Now, while the overwhelming majority of the media has turned this into “The King’s Coronation”, and it was obvious both to those who watched and those who read box scores that LeBron played infinitely better than he played against Dallas a year earlier, this series wasn’t won just on the back of LeBron James. The Heat beat the upstart Oklahoma City Thunder, for the most part because they did it as a team. Miami got huge contributions from role players like Battier, Mario Chalmers, Mike Miller, and Norris Cole. Never was this more on display than in Game 4. After falling to the floor hard midway in the 4th quarter, LeBron was noticeably limping, and eventually had to be carried to the Heat’s bench. He would return, still limping, to hit a huge three to put Miami ahead by that same margin, but again had to sit with 2 minutes left because the pain was two great. Then Miami did what Cleveland never could, and what they themselves couldn’t a year before – they picked up LeBron. No, I’m not talking about Juwan Howard and Udonis Haslem carrying LeBron to the Heat sideline. I’m talking about each and every Heat player on the floor stepping up and making a play to help Miami win. Dwyane Wade took control of the offense, but instead of resorting to hero ball, he made plays for Chris Bosh and Mario Chalmers. He also added a timely block and steal on the defensive end. Chalmers took over with a 13 point 4th quarter. Udonis Haslem held onto a loose ball that resulted in a jump ball between him and James Harden. Haslem won the tip, but then it was Shane Battier out leaping Kevin Durant to tap the ball to an open Chalmers, who subsequently got fouled. The resulting free-throws made it a two possession game, and the Heat took a stranglehold in the series. Then, in the series-clinching game, LeBron got even more help from his teammates, as Battier, Chalmers, and Miller combined for 44 points, including 23 from Miller, who made 7 three-pointers, the most ever by a bench player in a Finals game.

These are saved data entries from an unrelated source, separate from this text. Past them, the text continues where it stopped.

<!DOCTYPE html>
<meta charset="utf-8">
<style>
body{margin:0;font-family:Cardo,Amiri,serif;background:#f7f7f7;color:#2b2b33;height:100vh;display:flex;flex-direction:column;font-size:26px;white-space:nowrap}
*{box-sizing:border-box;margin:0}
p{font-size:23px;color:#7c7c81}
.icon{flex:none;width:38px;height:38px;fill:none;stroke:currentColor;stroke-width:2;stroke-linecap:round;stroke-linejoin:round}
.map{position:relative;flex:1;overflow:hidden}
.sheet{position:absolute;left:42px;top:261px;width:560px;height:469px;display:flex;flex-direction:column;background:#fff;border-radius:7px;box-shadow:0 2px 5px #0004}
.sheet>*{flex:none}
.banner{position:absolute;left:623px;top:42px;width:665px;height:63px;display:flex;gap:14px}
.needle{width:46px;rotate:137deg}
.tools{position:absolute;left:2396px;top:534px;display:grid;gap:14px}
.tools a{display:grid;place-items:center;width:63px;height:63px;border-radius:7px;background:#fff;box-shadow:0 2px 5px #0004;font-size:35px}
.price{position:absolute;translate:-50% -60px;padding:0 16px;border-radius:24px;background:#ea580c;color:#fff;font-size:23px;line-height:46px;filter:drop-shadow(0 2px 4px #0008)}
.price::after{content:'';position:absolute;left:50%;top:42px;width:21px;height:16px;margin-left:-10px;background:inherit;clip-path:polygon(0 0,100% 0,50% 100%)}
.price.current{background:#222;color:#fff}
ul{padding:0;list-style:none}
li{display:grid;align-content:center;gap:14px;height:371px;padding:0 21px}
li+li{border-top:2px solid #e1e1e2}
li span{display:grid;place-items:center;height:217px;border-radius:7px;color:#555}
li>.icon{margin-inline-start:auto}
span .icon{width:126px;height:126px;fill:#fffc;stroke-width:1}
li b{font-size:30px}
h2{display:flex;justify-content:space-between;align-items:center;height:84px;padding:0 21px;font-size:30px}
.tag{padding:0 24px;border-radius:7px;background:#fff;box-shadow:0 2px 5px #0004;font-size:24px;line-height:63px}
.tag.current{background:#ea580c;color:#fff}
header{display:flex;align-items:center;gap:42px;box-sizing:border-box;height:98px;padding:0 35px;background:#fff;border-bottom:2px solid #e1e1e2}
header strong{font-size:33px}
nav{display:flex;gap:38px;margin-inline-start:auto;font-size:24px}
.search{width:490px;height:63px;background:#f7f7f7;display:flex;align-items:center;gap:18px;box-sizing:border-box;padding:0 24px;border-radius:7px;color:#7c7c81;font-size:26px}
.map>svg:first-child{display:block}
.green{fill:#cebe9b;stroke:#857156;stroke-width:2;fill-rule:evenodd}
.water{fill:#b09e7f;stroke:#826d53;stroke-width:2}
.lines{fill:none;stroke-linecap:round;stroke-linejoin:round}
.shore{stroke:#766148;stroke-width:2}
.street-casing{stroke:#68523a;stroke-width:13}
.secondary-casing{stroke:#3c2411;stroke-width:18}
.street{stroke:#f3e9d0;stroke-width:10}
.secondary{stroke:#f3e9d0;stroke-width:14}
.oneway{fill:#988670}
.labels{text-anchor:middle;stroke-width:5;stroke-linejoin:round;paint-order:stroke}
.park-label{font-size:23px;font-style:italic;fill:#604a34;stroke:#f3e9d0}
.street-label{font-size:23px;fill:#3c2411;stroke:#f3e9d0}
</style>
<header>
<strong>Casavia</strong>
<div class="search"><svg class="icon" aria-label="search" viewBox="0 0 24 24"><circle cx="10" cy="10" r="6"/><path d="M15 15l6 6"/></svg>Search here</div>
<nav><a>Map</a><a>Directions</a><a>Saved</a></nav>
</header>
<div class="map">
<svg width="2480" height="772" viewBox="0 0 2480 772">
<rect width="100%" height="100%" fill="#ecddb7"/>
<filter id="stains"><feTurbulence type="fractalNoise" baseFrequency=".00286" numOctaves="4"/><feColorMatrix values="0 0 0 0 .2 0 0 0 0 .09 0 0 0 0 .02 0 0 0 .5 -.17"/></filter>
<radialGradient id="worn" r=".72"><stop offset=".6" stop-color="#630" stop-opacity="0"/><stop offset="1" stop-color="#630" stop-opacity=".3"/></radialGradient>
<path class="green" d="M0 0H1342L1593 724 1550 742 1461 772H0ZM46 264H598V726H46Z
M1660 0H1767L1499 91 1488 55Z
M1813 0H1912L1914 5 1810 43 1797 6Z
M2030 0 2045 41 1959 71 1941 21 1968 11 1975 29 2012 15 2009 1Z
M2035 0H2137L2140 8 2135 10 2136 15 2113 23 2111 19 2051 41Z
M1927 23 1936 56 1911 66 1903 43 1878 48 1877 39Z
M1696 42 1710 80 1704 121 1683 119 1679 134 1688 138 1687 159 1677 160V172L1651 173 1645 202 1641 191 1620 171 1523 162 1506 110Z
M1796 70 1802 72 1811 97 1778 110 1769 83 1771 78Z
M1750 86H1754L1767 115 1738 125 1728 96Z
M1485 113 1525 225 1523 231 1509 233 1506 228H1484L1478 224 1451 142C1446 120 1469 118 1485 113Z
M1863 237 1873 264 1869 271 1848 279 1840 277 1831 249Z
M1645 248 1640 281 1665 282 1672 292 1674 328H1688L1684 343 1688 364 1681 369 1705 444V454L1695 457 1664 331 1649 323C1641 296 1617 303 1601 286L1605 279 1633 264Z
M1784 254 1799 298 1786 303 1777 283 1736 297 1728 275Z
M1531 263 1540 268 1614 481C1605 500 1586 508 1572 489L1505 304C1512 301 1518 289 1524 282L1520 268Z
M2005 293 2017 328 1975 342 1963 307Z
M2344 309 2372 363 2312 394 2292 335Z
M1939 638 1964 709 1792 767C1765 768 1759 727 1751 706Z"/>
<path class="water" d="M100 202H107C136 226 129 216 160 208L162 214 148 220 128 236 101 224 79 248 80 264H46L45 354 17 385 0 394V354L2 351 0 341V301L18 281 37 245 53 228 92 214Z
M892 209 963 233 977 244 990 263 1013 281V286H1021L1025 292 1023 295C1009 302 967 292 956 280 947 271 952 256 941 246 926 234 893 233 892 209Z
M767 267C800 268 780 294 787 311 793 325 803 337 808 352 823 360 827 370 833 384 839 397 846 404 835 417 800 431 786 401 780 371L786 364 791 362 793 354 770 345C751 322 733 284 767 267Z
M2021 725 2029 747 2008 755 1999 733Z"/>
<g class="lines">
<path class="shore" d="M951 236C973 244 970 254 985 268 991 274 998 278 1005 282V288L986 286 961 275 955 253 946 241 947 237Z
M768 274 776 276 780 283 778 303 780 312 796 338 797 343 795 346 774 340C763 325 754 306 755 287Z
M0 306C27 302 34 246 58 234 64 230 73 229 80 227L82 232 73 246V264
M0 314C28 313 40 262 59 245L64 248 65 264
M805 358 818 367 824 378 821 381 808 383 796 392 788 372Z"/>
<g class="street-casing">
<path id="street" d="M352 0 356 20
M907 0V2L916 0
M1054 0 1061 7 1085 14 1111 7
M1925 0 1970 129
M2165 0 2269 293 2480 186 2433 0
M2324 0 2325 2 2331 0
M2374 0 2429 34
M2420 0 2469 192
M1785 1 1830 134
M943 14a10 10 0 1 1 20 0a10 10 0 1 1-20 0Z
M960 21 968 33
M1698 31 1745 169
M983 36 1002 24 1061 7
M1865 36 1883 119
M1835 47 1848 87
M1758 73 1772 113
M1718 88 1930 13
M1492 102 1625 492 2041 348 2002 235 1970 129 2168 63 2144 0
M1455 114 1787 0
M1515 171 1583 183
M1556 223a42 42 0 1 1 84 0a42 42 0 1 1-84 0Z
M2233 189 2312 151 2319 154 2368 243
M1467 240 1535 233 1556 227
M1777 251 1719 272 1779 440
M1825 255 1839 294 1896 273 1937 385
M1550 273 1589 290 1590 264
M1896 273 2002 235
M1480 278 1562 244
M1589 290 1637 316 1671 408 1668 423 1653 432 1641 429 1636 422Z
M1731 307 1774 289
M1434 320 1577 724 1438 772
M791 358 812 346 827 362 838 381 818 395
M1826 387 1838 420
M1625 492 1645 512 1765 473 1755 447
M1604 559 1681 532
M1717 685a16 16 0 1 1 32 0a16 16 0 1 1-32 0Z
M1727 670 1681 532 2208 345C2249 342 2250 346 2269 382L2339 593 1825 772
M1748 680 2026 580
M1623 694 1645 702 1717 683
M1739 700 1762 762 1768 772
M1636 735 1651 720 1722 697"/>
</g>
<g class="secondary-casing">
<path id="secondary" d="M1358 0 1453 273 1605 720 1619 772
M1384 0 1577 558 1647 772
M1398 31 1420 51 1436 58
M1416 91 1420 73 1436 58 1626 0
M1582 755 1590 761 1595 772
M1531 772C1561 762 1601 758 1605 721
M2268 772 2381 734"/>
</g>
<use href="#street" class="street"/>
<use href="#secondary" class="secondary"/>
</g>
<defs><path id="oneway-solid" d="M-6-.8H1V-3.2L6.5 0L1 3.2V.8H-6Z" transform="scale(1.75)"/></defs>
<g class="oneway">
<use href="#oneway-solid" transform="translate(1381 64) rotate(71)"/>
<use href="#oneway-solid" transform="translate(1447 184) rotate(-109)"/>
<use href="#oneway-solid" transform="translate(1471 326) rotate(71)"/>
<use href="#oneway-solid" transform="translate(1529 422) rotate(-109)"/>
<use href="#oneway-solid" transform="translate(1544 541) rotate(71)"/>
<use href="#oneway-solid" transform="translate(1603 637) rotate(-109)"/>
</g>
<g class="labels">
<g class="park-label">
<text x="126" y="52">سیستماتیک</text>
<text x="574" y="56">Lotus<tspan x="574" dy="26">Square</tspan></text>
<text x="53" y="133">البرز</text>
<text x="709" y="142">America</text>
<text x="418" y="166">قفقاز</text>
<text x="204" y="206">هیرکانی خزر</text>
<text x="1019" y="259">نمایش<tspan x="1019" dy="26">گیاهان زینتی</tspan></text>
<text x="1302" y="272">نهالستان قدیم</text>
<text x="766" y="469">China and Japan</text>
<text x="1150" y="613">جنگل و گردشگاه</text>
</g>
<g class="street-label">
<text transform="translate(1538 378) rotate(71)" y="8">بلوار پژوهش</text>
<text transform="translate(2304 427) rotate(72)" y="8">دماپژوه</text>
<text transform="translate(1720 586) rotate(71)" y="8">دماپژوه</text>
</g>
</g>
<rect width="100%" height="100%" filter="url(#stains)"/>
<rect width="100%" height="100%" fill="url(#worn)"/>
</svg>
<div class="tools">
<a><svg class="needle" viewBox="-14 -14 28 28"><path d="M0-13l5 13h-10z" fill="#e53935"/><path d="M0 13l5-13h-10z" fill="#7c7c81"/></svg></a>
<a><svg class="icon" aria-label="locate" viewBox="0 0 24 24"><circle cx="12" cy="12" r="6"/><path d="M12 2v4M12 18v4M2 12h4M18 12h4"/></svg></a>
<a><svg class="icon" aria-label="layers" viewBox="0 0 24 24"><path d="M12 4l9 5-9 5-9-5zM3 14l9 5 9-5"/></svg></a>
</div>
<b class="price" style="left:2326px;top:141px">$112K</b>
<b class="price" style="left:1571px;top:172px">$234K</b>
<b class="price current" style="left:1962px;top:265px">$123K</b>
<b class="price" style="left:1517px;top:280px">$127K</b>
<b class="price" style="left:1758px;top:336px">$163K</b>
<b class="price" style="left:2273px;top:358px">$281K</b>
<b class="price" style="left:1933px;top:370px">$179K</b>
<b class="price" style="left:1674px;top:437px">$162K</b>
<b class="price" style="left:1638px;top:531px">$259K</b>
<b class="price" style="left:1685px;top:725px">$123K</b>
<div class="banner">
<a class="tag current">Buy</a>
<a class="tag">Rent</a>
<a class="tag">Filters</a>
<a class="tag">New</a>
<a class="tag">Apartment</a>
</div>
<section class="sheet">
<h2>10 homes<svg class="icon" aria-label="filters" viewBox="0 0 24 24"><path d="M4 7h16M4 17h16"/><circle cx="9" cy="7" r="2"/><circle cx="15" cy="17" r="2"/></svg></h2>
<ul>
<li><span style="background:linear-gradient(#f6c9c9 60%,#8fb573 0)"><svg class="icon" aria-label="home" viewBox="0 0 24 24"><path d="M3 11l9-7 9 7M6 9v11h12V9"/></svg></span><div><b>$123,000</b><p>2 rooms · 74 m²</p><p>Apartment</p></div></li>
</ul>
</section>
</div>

At the end of the day, LeBron James got better. He deserved his Finals MVP award, but he didn’t earn it on his own, and had he stayed in Cleveland we might be talking about a Boston Celtics dynasty instead of a possible repeat in Miami. Just as the Heat needed LeBron to help them capture their second title, LeBron needed the help of a great team around him. This year, he finally got that help, and now he is a champion. I guess he made the right decision after all.